▸ **Exercise instructions**
Find and copy every line in the records that includes the string "middle".

◇ ◇ ◇ ◇ ◇

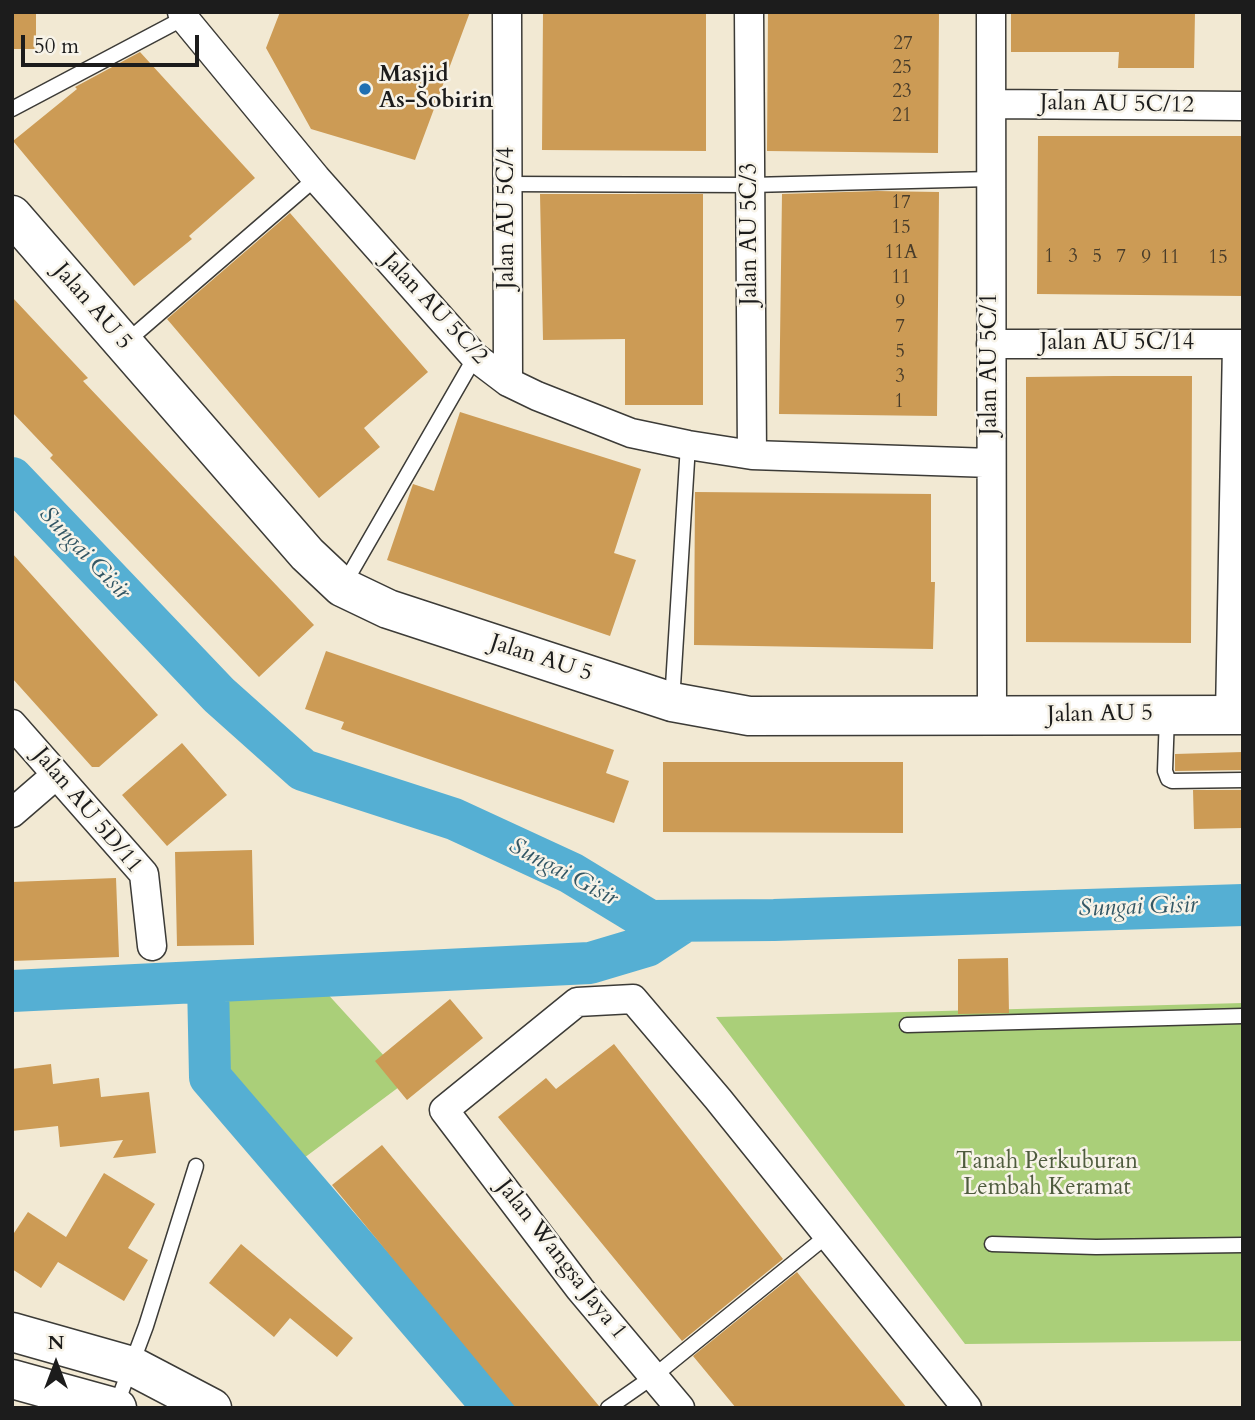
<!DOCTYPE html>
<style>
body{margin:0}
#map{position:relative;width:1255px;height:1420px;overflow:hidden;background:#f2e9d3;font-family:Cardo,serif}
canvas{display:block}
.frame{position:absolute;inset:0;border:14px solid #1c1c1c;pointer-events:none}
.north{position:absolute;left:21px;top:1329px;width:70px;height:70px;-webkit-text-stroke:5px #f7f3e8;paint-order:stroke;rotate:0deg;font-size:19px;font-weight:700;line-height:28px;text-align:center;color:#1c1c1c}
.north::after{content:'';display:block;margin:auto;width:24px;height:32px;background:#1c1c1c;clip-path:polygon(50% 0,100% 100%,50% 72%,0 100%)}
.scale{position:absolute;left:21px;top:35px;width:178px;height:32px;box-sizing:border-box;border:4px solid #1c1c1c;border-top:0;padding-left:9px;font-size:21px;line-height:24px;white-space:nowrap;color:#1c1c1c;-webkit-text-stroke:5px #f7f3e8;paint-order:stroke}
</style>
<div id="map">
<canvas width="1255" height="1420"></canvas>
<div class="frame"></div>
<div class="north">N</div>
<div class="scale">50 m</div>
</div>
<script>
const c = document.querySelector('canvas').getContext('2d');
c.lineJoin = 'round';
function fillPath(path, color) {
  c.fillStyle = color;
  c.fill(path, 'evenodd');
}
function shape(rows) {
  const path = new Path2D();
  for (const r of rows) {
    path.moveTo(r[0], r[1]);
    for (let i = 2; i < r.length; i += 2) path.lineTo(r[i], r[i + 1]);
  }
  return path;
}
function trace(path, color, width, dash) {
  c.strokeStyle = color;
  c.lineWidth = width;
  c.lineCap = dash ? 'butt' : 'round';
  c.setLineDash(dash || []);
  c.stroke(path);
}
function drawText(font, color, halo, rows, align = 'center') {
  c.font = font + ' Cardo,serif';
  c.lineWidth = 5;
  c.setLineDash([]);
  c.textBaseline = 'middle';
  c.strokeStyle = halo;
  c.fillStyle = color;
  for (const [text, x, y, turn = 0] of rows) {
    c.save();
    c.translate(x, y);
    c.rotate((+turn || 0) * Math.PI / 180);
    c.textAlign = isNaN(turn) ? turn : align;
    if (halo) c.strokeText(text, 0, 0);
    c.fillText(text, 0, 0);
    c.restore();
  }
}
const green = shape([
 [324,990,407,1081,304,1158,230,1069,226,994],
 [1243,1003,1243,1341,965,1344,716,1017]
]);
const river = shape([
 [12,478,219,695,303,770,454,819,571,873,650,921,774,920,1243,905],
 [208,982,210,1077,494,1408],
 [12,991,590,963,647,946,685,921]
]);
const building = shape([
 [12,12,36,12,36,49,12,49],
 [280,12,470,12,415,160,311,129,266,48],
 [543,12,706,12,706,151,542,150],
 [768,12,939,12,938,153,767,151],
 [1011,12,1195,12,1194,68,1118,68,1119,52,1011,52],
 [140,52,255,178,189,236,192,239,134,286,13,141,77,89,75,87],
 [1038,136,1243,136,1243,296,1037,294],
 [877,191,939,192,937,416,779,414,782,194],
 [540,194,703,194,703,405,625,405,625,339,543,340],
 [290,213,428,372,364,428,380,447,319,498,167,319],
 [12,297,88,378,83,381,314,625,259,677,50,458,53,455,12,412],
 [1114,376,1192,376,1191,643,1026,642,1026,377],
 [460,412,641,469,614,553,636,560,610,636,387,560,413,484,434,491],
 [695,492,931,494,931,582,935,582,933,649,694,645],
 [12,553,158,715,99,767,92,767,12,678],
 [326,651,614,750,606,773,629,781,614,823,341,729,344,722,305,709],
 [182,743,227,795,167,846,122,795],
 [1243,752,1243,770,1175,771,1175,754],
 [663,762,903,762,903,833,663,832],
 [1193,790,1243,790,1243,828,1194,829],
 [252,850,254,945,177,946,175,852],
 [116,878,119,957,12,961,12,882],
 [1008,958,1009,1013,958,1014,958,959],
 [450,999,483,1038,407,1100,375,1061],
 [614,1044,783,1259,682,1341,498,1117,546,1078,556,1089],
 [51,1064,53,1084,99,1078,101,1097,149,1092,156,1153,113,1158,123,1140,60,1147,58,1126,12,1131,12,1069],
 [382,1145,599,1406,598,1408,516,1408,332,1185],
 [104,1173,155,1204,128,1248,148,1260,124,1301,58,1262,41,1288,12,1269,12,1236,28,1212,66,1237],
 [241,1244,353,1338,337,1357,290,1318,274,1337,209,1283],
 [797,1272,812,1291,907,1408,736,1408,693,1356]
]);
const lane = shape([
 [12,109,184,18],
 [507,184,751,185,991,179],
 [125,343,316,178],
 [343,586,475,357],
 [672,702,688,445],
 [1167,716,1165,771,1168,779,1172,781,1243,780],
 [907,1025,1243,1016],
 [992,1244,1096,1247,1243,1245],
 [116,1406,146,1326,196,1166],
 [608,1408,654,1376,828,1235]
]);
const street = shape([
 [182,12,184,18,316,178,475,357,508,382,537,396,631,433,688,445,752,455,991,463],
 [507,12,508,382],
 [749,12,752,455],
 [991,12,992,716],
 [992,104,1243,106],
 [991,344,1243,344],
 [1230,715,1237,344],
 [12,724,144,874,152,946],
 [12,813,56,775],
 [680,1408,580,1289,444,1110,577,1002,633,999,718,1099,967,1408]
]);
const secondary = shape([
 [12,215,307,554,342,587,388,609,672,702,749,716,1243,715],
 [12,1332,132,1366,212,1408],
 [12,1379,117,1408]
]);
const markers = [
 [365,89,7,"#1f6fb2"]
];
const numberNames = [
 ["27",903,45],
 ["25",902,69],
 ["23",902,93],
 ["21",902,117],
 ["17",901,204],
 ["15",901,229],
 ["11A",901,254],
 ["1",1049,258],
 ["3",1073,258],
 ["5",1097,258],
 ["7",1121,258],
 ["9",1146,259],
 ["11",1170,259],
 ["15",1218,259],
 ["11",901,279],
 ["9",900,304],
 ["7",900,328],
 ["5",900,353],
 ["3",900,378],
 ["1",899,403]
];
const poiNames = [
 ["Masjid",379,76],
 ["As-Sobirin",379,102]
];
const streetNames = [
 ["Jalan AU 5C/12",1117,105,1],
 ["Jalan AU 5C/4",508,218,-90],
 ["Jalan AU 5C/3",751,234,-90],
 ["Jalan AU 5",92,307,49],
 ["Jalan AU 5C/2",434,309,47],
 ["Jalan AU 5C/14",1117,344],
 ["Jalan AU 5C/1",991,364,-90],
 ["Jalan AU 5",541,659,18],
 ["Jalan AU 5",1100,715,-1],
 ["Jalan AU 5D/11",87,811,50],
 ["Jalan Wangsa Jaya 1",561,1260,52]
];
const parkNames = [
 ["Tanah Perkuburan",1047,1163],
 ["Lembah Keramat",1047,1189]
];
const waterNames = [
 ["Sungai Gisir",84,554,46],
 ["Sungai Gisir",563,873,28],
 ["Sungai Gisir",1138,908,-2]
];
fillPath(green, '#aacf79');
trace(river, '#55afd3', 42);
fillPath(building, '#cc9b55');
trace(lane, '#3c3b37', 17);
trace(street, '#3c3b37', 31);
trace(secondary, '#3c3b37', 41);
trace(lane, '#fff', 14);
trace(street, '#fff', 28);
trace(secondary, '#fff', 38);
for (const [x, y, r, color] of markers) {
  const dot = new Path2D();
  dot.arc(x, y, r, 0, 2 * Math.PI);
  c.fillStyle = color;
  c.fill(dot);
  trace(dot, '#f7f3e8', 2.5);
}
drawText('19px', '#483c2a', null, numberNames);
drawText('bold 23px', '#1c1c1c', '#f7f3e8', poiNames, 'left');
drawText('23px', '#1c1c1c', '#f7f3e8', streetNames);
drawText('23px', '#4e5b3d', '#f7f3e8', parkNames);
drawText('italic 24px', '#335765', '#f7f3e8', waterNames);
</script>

◇ ◇ ◇ ◇ ◇

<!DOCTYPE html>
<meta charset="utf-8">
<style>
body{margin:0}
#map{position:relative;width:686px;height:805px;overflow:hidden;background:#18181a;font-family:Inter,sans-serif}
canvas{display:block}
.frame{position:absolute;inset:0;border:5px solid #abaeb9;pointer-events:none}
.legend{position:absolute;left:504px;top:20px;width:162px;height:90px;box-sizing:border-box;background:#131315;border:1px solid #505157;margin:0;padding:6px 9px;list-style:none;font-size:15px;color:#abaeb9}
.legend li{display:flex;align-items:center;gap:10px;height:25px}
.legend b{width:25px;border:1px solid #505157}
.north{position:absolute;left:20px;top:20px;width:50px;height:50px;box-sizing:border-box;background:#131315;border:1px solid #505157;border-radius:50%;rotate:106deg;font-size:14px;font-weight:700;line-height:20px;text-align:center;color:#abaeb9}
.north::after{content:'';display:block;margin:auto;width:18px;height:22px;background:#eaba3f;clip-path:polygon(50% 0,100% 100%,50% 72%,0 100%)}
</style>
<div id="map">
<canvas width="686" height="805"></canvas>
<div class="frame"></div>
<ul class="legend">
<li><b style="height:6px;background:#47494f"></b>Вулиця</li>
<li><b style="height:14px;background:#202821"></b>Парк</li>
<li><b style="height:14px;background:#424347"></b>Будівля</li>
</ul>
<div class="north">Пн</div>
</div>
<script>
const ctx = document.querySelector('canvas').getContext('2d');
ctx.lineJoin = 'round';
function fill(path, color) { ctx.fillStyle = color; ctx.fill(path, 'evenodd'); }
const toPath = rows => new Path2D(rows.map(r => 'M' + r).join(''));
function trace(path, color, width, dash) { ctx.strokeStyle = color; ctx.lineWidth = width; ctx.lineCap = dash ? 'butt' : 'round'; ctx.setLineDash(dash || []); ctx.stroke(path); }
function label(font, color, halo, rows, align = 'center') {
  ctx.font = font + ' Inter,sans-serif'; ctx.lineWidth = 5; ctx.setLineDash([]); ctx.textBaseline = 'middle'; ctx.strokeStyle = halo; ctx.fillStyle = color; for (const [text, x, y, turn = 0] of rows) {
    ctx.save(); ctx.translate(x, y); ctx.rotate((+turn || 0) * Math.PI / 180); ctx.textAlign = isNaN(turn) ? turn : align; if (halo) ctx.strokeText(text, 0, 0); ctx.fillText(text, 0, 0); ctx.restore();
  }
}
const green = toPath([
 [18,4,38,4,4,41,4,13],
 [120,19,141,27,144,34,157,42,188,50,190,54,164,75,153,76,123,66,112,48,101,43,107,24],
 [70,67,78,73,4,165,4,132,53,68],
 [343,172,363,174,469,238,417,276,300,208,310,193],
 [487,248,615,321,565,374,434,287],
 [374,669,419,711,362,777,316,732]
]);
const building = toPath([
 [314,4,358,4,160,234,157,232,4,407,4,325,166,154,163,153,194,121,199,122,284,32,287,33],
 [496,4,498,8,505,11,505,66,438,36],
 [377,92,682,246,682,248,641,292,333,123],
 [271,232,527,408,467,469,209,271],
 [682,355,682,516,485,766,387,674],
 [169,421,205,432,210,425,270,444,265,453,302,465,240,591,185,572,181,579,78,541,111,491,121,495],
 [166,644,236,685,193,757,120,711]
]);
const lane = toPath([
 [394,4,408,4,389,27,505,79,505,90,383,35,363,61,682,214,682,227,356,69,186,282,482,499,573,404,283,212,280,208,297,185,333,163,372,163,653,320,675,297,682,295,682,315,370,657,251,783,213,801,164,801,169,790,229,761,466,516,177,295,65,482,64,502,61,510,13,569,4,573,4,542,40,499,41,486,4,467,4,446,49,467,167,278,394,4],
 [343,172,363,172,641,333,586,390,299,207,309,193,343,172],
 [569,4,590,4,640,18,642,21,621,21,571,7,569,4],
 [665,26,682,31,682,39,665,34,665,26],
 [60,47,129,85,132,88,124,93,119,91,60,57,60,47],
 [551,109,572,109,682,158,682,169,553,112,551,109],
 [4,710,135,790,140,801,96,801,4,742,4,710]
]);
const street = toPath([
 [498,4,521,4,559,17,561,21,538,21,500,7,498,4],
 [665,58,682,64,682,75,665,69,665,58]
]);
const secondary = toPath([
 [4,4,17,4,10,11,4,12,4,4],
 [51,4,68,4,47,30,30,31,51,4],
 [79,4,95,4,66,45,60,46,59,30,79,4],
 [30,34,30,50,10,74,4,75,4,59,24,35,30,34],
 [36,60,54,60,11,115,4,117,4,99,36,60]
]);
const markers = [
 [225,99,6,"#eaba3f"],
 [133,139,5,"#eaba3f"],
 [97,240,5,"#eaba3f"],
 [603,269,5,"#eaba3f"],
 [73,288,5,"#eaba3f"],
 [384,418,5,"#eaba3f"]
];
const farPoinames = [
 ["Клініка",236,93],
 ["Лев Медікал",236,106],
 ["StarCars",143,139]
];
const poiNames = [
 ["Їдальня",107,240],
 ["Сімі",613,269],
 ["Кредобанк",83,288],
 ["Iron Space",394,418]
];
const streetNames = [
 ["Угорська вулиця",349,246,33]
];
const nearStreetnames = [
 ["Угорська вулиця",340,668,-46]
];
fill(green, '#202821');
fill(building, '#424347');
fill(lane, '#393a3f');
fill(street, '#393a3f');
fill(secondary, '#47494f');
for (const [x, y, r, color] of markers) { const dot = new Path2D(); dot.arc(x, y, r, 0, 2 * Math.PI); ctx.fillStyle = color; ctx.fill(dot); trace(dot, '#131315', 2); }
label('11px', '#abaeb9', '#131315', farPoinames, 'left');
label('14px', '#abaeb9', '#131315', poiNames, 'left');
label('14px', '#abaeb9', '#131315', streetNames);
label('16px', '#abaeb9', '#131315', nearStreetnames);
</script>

◇ ◇ ◇ ◇ ◇

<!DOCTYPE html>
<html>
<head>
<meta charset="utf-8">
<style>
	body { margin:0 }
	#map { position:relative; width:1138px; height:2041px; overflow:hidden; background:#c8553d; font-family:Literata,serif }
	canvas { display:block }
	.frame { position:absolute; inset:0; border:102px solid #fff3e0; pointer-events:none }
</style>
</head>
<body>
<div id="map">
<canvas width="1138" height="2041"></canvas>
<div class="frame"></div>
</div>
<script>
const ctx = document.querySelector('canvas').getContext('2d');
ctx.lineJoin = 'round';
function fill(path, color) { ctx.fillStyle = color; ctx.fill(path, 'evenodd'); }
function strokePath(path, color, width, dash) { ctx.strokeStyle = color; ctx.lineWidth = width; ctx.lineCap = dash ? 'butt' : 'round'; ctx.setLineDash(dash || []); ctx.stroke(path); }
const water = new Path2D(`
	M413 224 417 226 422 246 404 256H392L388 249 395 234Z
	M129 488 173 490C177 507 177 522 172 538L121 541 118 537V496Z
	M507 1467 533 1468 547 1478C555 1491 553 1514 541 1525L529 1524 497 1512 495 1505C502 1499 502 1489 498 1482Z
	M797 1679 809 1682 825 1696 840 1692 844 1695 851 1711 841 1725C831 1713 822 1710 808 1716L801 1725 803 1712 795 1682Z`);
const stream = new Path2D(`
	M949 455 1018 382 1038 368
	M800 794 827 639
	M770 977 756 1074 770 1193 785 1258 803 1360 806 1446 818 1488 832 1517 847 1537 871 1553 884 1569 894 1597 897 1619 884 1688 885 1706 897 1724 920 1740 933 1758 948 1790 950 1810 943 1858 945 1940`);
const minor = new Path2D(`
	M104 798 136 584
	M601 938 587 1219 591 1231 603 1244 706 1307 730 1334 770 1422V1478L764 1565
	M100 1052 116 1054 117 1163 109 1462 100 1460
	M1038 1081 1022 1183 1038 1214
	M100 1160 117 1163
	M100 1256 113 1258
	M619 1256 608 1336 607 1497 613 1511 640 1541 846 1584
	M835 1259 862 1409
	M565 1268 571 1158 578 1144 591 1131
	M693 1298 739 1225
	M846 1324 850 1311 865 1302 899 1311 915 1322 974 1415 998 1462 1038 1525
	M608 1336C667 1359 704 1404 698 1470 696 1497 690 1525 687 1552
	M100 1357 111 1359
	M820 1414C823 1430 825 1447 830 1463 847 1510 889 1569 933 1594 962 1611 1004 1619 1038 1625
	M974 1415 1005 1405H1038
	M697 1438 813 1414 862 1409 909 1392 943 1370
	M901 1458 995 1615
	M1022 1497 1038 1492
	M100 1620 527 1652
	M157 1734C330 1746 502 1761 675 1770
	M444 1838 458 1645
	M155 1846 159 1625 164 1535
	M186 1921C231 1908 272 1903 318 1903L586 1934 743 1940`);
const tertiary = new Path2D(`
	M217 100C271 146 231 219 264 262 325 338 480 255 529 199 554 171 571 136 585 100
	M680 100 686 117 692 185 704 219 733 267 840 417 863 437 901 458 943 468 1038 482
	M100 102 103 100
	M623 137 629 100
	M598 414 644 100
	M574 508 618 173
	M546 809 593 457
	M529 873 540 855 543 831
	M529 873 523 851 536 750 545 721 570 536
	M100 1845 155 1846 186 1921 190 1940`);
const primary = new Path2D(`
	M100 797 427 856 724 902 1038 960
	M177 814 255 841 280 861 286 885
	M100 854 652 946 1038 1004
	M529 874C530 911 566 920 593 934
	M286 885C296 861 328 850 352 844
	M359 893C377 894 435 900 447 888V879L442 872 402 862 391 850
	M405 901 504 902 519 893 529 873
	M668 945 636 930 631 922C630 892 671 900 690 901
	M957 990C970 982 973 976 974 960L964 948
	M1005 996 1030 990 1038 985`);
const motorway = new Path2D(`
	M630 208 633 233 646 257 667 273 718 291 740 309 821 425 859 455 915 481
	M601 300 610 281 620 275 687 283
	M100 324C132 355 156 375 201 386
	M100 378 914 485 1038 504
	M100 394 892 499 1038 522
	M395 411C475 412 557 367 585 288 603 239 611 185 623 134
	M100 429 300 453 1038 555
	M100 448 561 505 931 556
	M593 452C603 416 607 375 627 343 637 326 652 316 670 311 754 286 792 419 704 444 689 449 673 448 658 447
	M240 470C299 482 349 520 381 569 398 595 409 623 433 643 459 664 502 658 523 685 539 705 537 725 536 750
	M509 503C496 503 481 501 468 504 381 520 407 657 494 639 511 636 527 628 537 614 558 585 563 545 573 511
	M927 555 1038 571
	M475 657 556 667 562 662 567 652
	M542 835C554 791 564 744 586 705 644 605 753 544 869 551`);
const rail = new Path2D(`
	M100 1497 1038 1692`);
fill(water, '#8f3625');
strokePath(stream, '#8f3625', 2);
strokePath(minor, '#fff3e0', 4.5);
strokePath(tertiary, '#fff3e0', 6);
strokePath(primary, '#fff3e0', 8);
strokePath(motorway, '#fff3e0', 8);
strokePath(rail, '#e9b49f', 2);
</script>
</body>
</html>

◇ ◇ ◇ ◇ ◇

▸ **Response**
  c.textBaseline = 'middle';
  ctx.font = font + ' Inter,sans-serif'; ctx.lineWidth = 5; ctx.setLineDash([]); ctx.textBaseline = 'middle'; ctx.strokeStyle = halo; ctx.fillStyle = color; for (const [text, x, y, turn = 0] of rows) {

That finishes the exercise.